There had been a warning snow slide earlier on a lesser slope - Clare Short telling Gary Streeter that she was "shocked by the behaviour of the British Conservative Party". But conditions on Mount Blair proved more stable, even benign, the Prime Minister having apparently decided that all-party support is worth a bit of diplomacy. When Tom King complained about Number Ten briefings which questioned the loyalty of Conservatives who had doubts about the conduct of the war, Mr Blair was unequivocal. He entirely agreed with what Mr King said. Number Ten would withdraw its brutal and ill-disciplined political cleansers in return for a let-up in Tory scepticism.
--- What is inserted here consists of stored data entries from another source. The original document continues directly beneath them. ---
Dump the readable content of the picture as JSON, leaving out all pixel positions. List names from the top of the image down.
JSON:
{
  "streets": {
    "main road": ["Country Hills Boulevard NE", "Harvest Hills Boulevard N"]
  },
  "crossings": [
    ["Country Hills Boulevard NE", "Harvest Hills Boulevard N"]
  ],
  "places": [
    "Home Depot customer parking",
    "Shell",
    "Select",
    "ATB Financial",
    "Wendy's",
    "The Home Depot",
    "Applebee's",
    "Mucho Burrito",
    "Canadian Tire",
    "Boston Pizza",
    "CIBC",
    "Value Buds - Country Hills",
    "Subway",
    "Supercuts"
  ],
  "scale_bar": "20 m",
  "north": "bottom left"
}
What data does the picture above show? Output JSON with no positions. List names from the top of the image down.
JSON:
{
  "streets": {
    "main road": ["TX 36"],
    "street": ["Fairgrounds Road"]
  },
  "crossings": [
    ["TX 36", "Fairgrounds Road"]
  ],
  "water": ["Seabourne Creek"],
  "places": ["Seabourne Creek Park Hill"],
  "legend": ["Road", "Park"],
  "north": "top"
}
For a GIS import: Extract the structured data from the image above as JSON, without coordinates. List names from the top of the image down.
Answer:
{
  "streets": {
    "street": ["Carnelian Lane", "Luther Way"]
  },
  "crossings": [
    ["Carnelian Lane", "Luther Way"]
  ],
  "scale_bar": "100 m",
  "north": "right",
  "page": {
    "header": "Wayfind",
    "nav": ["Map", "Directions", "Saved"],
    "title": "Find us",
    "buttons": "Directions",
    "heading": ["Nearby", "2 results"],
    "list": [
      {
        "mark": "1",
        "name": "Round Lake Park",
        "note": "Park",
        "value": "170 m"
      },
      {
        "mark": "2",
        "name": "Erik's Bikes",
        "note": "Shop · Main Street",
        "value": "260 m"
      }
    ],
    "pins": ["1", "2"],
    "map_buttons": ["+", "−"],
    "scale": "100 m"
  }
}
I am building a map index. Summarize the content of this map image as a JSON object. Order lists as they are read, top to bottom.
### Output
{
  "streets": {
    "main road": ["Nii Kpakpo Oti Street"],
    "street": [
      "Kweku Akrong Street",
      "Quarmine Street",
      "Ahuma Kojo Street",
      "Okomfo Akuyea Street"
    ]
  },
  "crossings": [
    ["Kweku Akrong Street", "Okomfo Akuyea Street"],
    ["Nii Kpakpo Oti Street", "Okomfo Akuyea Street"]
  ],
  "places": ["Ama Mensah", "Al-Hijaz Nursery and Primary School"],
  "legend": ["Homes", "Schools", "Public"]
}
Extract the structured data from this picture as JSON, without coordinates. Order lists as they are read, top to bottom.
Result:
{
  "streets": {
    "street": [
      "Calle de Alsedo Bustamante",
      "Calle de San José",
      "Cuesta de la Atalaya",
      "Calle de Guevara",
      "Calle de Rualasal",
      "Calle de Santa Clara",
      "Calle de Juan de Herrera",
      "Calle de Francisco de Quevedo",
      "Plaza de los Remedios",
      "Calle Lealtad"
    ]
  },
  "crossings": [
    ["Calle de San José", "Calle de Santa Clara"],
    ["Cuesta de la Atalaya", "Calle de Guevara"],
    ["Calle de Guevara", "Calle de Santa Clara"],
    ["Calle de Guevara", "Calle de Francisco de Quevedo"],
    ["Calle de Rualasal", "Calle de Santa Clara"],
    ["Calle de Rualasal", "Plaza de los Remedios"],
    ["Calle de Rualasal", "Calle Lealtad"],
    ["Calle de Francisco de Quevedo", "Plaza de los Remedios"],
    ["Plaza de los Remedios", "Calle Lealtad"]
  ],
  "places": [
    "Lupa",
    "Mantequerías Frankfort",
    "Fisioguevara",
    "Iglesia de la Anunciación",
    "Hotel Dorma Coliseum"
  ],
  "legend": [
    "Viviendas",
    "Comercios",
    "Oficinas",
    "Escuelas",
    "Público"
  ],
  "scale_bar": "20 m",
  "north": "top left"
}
What was most striking was that, far from pressing his foot on the brake pedal, Mr Hague appeared to be urging the Prime Minister to accelerate. In his very first speech about the Nato attacks Mr Hague made it clear that Conservative support had limits - they would not back the Government if it put in ground troops. Then he went quiet for a bit, after it became clear that this did not entirely match the mood of the public.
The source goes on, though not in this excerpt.